> _To do_
For the data below, report only the number of lines containing the string "linecap".

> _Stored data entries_
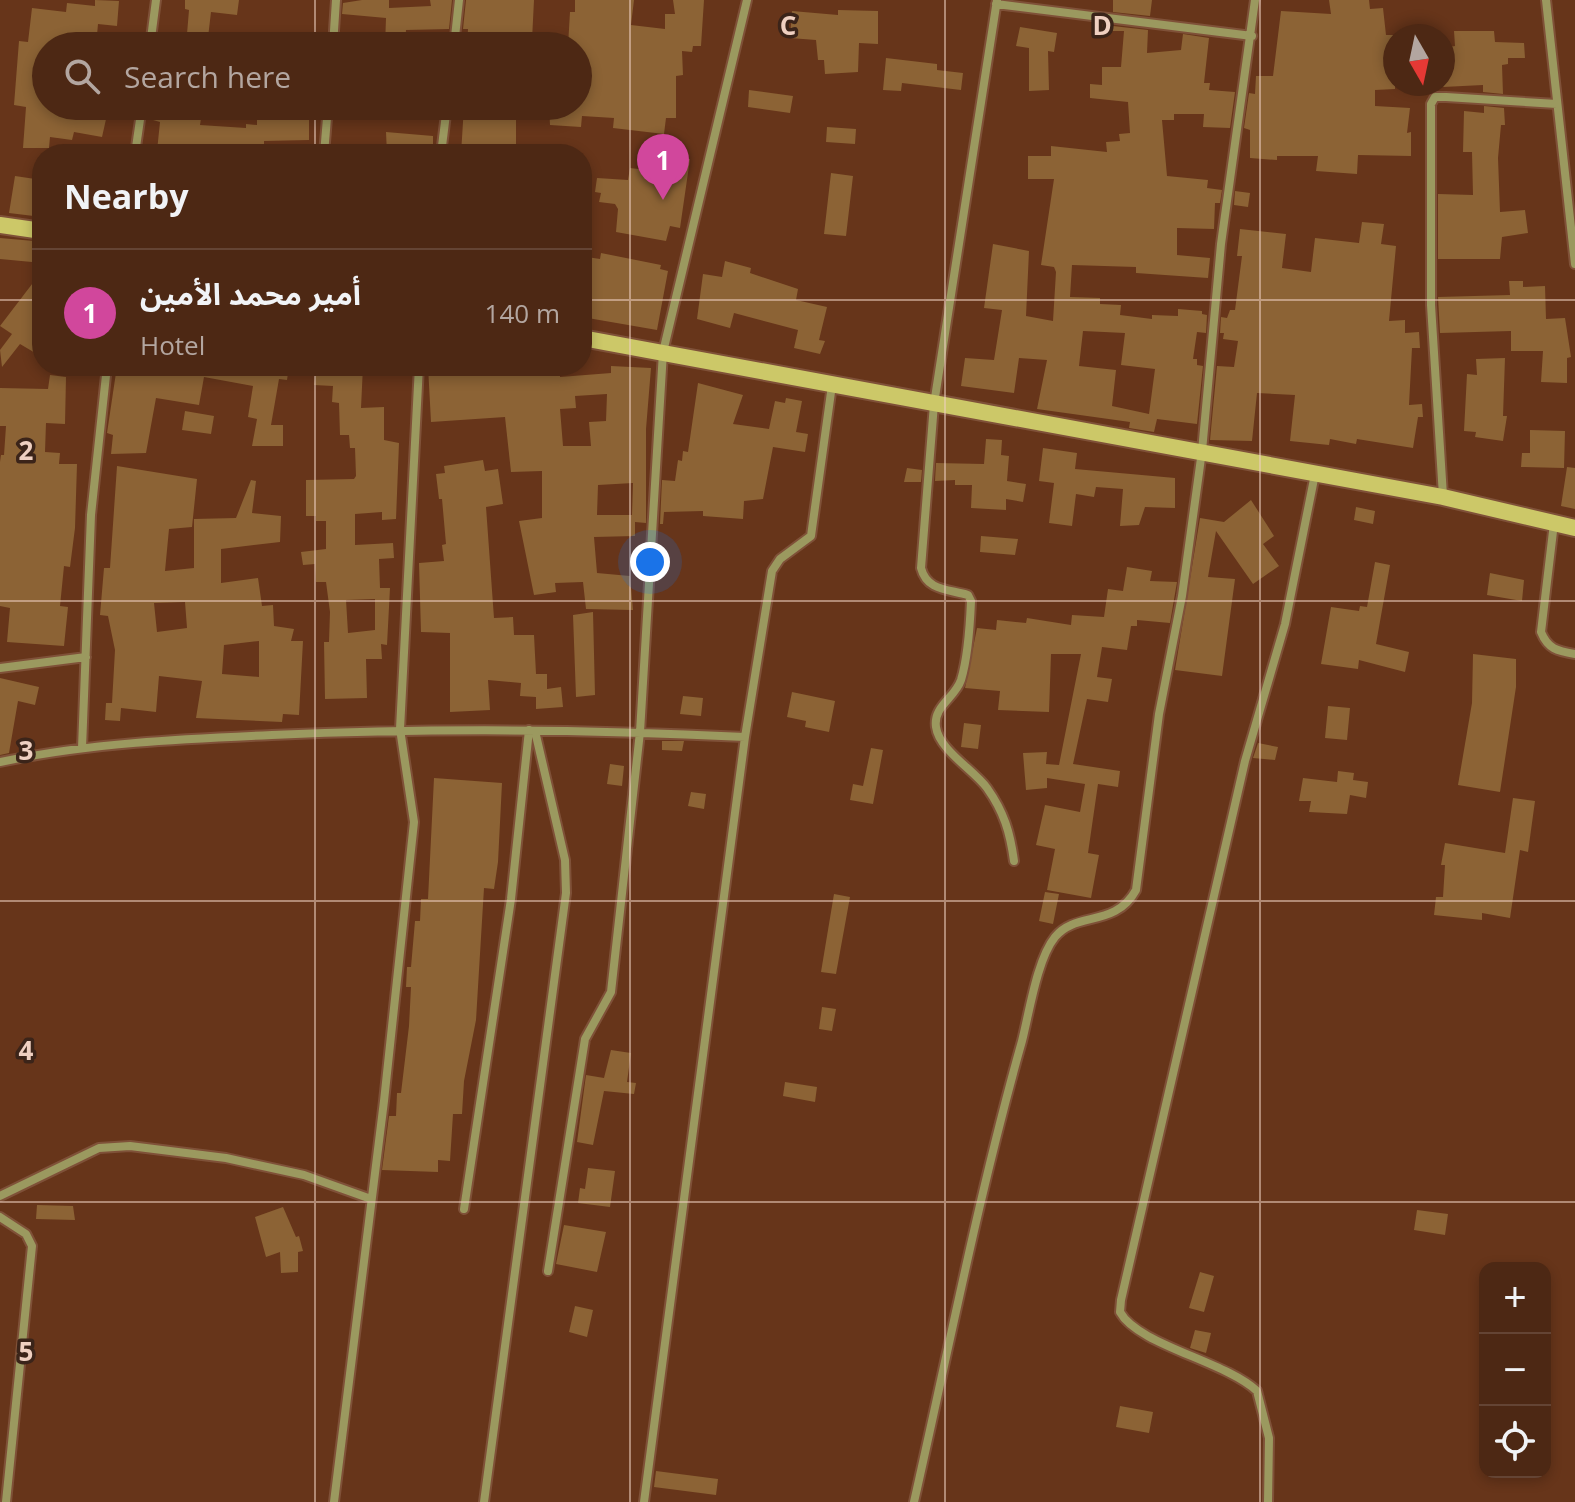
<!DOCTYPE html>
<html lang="en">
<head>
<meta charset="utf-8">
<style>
  body { margin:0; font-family:"Open Sans","Noto Sans Arabic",sans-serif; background:#54301d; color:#f1f3f6 }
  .controls { position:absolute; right:24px; bottom:24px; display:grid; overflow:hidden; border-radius:16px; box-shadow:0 4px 12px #0003 }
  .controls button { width:72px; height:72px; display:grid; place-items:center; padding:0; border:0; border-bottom:2px solid #644434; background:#4d2814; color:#f1f3f6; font:40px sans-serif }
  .compass { position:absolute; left:1383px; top:24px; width:72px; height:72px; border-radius:50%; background:#4d2814; box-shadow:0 4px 12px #0003; rotate:171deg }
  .you { position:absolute; left:650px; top:562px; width:28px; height:28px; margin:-20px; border:6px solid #fff; border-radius:50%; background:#1a73e8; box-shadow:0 0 0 12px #1a73e833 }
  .badge { display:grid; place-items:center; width:52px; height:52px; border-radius:50%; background:#8c9099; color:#fff; font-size:26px; font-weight:700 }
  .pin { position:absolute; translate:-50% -66px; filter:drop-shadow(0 2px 4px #0008) }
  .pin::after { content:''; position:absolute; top:42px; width:28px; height:24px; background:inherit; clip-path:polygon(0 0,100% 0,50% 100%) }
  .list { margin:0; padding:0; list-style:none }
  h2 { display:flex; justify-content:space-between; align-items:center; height:104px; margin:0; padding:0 32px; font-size:34px }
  h2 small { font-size:26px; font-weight:400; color:#b3a6a0 }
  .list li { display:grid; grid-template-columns:52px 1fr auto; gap:24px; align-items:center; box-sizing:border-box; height:128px; padding:0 32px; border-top:2px solid #644434 }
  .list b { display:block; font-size:30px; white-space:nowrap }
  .list p { margin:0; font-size:26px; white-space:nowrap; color:#b3a6a0 }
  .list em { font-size:26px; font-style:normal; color:#b3a6a0 }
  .icon { flex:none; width:44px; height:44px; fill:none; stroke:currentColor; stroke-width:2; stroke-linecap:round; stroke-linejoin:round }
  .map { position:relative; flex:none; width:1575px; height:1502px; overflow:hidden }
  .search { position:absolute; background:#4d2814; box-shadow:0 4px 12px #0003; left:32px; top:32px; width:560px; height:88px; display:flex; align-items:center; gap:20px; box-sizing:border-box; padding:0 28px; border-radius:44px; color:#b3a6a0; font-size:30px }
  .panel { position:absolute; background:#4d2814; box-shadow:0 4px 12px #0003; left:32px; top:144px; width:560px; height:232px; border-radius:32px }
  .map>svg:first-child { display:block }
</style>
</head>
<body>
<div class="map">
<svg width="1575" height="1502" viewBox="0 0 1575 1502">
  <rect width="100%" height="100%" fill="#67351a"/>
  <path fill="#8c6335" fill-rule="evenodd" d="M95 0 119 1 117 26 98 24 96 46H46V106H109L102 137 74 132 72 140 50 137 49 148H23L26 107 14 105 19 41 28 42 32 8 66 12 67 3 95 6Z
    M185 0H239L237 15 211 12 207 46H186L189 10 185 9Z
    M362 0H389V8L431 6 430 0H452L449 29 406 30 405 46H385L386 18 342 14 343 3Z
    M466 0H534L532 40H515V46H467L468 29H463Z
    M575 0H634L631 25 665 29V14H675L673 0H704L701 46H693L692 52 682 51 683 75 676 76V118H666L664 134 613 128 614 118 582 116 581 127 550 125 549 106H578L580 51 578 46H568L570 12H575Z
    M1113 0H1152L1150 16 1113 12Z
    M1329 0H1369L1370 9 1383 8 1386 35H1395V89L1375 90V106L1410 108 1407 133 1411 132V156L1358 155 1357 174 1316 171 1318 156H1277V160L1250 158V130L1244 128 1249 93 1255 94 1256 76H1273L1281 11 1331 14Z
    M838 10 878 11V44L859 43 858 72 825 74 824 60H818L816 40 790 38 792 11 838 15Z
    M1113 26 1148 30 1147 53 1181 50 1183 34 1209 38 1204 83H1210L1209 90 1235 92 1230 128 1203 127 1204 114H1174V120H1162L1167 176 1208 180 1207 188 1222 190 1220 203H1215L1214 229 1177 228V255L1210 258 1208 278 1136 273V267L1072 265 1070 297 1100 298V304L1121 305 1120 315 1152 319V315L1178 316V309L1202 311V314L1207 315 1206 333 1197 332 1193 359H1197V365L1203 366 1197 424 1157 419 1154 432 1129 428 1130 422 1037 409 1047 360 1019 358 1014 393 961 386 965 358 994 360 1002 310 984 308 993 244 1029 251 1026 316 1053 321 1056 272 1054 267 1041 265 1054 179H1028V156H1051V146L1107 152 1106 142 1120 141 1119 134 1130 133 1128 102 1090 98V84L1102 85V67H1121L1124 31H1113ZM1083 331 1125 333 1121 365 1155 369 1149 414 1112 406 1116 370 1079 366Z
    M1020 27 1057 33 1054 52 1048 51 1049 90 1029 91V48L1016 46Z
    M1454 31H1494L1495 42 1524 43 1525 58H1508V64L1502 65 1503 94 1483 92V85L1443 87V48L1455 46Z
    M886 58 937 64V70L963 73 961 90 902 83 901 91 883 90Z
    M749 90 793 96 790 113 748 107Z
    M155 106H203L200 125 246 128V124L257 125V106H321L320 118H309V140L264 141V154L217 153 218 148H188L187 154 157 151 160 122 153 120Z
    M335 106H356L355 119H334Z
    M464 106H521L522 119 516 120V154H461Z
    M1484 106 1504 108 1505 125H1501L1498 158 1500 212 1525 210 1528 233 1502 237 1500 259H1438V194L1473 195 1472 152H1463L1464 111 1484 113Z
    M827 127 856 129 855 144 826 142Z
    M386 132 433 136V154H387Z
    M658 154 690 159 680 228 670 226 666 241 616 232 618 209 615 204 599 202 601 193 595 192 597 178 628 180 630 168 655 171Z
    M831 173 853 176 846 236 824 234Z
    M15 176 42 180V217L9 213Z
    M1235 191 1250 193 1248 207 1234 205Z
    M1362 222 1384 224 1381 244 1396 246 1389 321 1405 320V333L1419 332 1420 348H1412L1409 405 1422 404 1423 417H1418L1413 448 1357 439 1356 444 1330 439 1329 445 1290 441 1295 395 1257 393 1252 441 1210 440 1217 366 1234 367 1238 341 1223 339 1224 333H1220L1221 317 1227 318 1230 310H1235L1242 256H1237L1240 229 1286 234 1282 268 1311 272 1315 238 1359 243Z
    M0 238 34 241 32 262 0 259Z
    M601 253 661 265 660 269 668 271 657 330 582 317 587 257 600 259Z
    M725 261 751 268 750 273 798 289 796 300 827 307 819 340 825 341 820 354 794 348 798 330 734 313 730 328 697 319 703 274 722 277Z
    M42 271V357L20 344 2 367 0 350 12 334 0 326Z
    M1509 281H1523V287L1545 286 1546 319 1565 318 1571 357 1567 358V383L1541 382 1543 351H1511V331L1440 333 1438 297 1510 295Z
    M1505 358 1503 416H1507L1503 441 1475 437 1476 432 1464 431 1467 374 1477 375 1476 359Z
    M117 366H289L287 380 279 379 271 425H283V446H252L257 419 248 417 253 386 204 377 199 405 156 398 146 453 111 454 113 435 107 433Z
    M316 366H363L361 408 384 407V440L399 443 396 519 382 520V512L355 514V545L393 543 394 558 379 559 380 588H390L387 645 381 644 382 659H366L367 698 325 699 324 642H329L330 612 326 582H316L315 564 303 565 301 552 326 549V521H316V516H306V480L354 479 356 476 355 448H350L349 435H340L339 403 332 402 333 386 314 385ZM375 599V630L348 633 346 600Z
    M428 366H560V377L611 373V366L651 368 646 429V523L635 522V536L594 537 597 573 630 576 633 610 586 609 583 582 555 583 556 592 534 595 519 521 542 518V471L511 472 505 417 431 422ZM607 394 606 421 589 422 591 446H563L560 409 576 408 575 396ZM633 483 632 515H597L598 485Z
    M50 375 66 377 65 424 46 423 45 452 60 453 59 464H77L75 528 70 567 64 566 60 606 68 607 64 646 7 642 10 608 0 606V462L1 455H4L6 426H0V388L48 389Z
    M698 383 743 395 733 424 769 429 775 401 785 403 786 398 802 401 796 432 808 434 805 452 773 447 763 499 744 501 743 519 703 516V511L664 512 663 524H660L662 480 675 481 678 460 682 461 683 451 688 452Z
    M185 411 214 416 211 434 182 430Z
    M1530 430 1565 431 1564 468 1521 467 1522 453H1530Z
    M986 439 1002 440 1001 455 1009 456 1007 481 1026 484 1023 502 1006 499V510L971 508 972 485H955V480L935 481 936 463 984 464Z
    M1043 448 1077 453 1075 469 1175 478V508L1145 507 1139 525 1120 526 1123 489 1096 487 1094 497 1076 494 1072 526 1049 523 1054 483 1039 481Z
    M483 460 485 471 498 469 503 504 486 507 494 618 513 617 514 635H534L536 674H547V689L561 687 563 707 536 709V697L520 696 521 683 488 680 490 710 450 712V633L421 632 419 563 444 561 442 545 446 544 442 499H439L436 474 445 473 444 466Z
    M117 466 197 479 192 527 169 529 165 571 194 568V519L236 518 251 480 256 481 252 513 281 516 280 542 221 549V583L258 578 262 606 273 605 274 626 294 629 291 641H303L299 715 283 714 282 722 196 718 202 681 159 676 156 712 121 708 120 721 105 720 106 703H112L115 650 108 616 100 615 104 568H110ZM185 602 187 628 157 632 154 603ZM259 641V677L222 674 224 645Z
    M1567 467 1575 468V509L1561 506Z
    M907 468 922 470 921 482H904Z
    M1251 500 1274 536 1263 544 1279 566 1253 584 1216 531 1208 577 1235 579 1222 676 1175 670 1200 518 1224 522Z
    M1356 507 1375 511 1373 524 1354 520Z
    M981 536 1018 539 1015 555 980 552Z
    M1375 562 1390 565 1376 644 1409 652 1405 672 1359 660 1358 669 1321 664 1331 607 1359 611 1360 606 1367 607Z
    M1127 567 1152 571 1150 581 1177 582 1170 623 1137 620V626H1131L1127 650 1102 647 1097 677 1112 679 1108 702 1087 699 1073 764 1120 771 1118 787 1098 784 1088 853 1099 855 1091 898 1047 890 1055 849 1036 845 1045 805 1080 812 1085 784 1047 778V788L1026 790 1023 753 1047 752 1046 764 1059 765 1081 654H1051L1049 712 998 710 1000 691 965 688 977 628 996 630 997 620 1026 623 1027 618 1071 625 1072 615 1104 617 1108 589 1123 591Z
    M1490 573 1524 580 1522 601 1487 595Z
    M593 612 595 695 576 697 573 615Z
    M1473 654 1516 659V687L1500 792 1458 785 1472 703Z
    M0 678 39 687 35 705 18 701 9 753 0 755Z
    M792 692 835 701 829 732 805 727 806 721 787 717Z
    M683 696 703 698 701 716 680 714Z
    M1328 706 1350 708 1347 740 1325 738Z
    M964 723 981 725 978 749 961 747Z
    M662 741H684L682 751 662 750Z
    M1258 743 1278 747 1275 760 1253 758Z
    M871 748 883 750 873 804 850 800 853 784 863 786Z
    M610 764 624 766 622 786 607 784Z
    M1338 771 1354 773 1353 780 1368 782 1366 798 1350 795 1347 814 1309 812 1311 801H1299L1303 778 1337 782Z
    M434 778 502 783 498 862 494 889 484 888 476 1020 464 1081 462 1114H453L450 1161 438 1160V1172L382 1170 389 1116H396L397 1093H401L409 1026 411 987H406L407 967H411L415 921H420L421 899H428Z
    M691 792 706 794 704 809 688 806Z
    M1513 798 1535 801 1528 852 1520 850 1510 918 1482 913V920L1434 915 1436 897H1443L1445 865H1441L1445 843 1505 853Z
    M1045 892 1059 894 1053 924 1039 921Z
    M834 894 850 897 836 974 821 972Z
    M822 1007 836 1009 832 1031 819 1029Z
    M611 1050 631 1053 627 1082 636 1083 634 1094 604 1091 593 1145 577 1142 586 1075 604 1078Z
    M785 1082 817 1087 815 1102 783 1096Z
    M588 1168 615 1171 610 1207 578 1203 580 1188 585 1189Z
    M37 1205 73 1206 75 1220 36 1219Z
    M283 1207 296 1237 299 1236 303 1251 298 1252V1272L281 1273 280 1252 266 1257 255 1217Z
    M1417 1210 1448 1214 1445 1235 1414 1230Z
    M564 1225 606 1232 597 1272 556 1264Z
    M1200 1272 1214 1276 1204 1312 1189 1308Z
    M575 1306 593 1310 587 1337 569 1332Z
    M1195 1330 1211 1333 1206 1353 1190 1348Z
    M1120 1406 1153 1412 1149 1433 1116 1427Z
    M656 1471 718 1479 716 1495 654 1487Z"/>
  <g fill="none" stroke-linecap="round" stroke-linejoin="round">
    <g stroke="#7f5138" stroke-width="12">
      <path id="street" d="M997 0 934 404 921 568C927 591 948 589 968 595L971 601C970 625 968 657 961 680 955 698 933 706 936 727 939 750 974 770 987 788 1004 812 1010 832 1014 861
        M1546 0 1575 264
        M996 4 1252 36
        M150 46 156 0
        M333 46 336 0
        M454 46 459 0
        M135 154 142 106
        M324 154 328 106
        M441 154 447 106
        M1443 496 1431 305V104L1435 97H1446L1557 104
        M1554 523 1541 632C1548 649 1557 651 1575 654
        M0 668 86 657
        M82 748 91 515 107 366
        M0 762C90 743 181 739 272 735 430 728 587 729 745 737
        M0 1196 99 1148 130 1146 226 1158 304 1175 371 1199
        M464 1209 511 899 529 730
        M0 1217 26 1234 32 1246 6 1502
        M548 1271 585 1039 611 992 640 732 663 352 747 0
        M334 1502 384 1101 414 822 400 729 419 366
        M484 1502 566 893 565 860 535 731
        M644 1502 745 737 772 571 780 559 811 536 832 385
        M914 1502C949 1348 979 1193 1022 1041 1029 1014 1037 959 1055 937 1076 911 1115 928 1136 890L1159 714 1182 596 1202 451 1221 244 1255 0
        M1268 1502 1269 1438 1257 1391C1225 1361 1138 1345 1120 1312L1121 1300 1245 761 1285 624 1315 474"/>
    </g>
    <g stroke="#7f5138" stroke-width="20">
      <path id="secondary" d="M0 225 42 231
        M582 338 1443 497 1575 528"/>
    </g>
    <use href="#street" stroke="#9b995f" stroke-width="8"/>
    <use href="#secondary" stroke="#ccc868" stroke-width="16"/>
  </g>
  <path fill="none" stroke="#efd0c1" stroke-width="2" stroke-opacity="0.55" d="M315 0V46M630 0V1502M945 0V1502M1260 0V1502M315 106V154M0 300H42M582 300H1575M315 366V1502M0 601H1575M0 901H1575M0 1202H1575"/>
  <g font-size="26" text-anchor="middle" font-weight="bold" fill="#efd0c1" stroke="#3b2419" stroke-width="7" stroke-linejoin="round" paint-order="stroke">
    <text x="788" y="35">C</text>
    <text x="1102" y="35">D</text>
    <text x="26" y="460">2</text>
    <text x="26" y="760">3</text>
    <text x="26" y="1060">4</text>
    <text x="26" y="1361">5</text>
  </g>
</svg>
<div class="controls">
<button>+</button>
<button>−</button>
<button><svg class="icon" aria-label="locate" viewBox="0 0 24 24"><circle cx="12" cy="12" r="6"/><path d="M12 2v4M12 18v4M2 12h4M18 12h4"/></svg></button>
</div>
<svg class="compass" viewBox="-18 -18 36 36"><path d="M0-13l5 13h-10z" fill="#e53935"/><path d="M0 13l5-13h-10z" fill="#b3a6a0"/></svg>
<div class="you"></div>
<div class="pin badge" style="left:663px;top:200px;background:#d1479c">1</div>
<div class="search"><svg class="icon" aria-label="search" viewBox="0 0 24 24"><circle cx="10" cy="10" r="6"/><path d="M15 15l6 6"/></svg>Search here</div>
<section class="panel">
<h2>Nearby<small></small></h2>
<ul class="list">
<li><span class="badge" style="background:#d1479c">1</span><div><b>أمير محمد الأمين</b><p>Hotel</p></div><em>140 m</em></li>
</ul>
</section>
</div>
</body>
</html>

> _Answer to the exercise_
2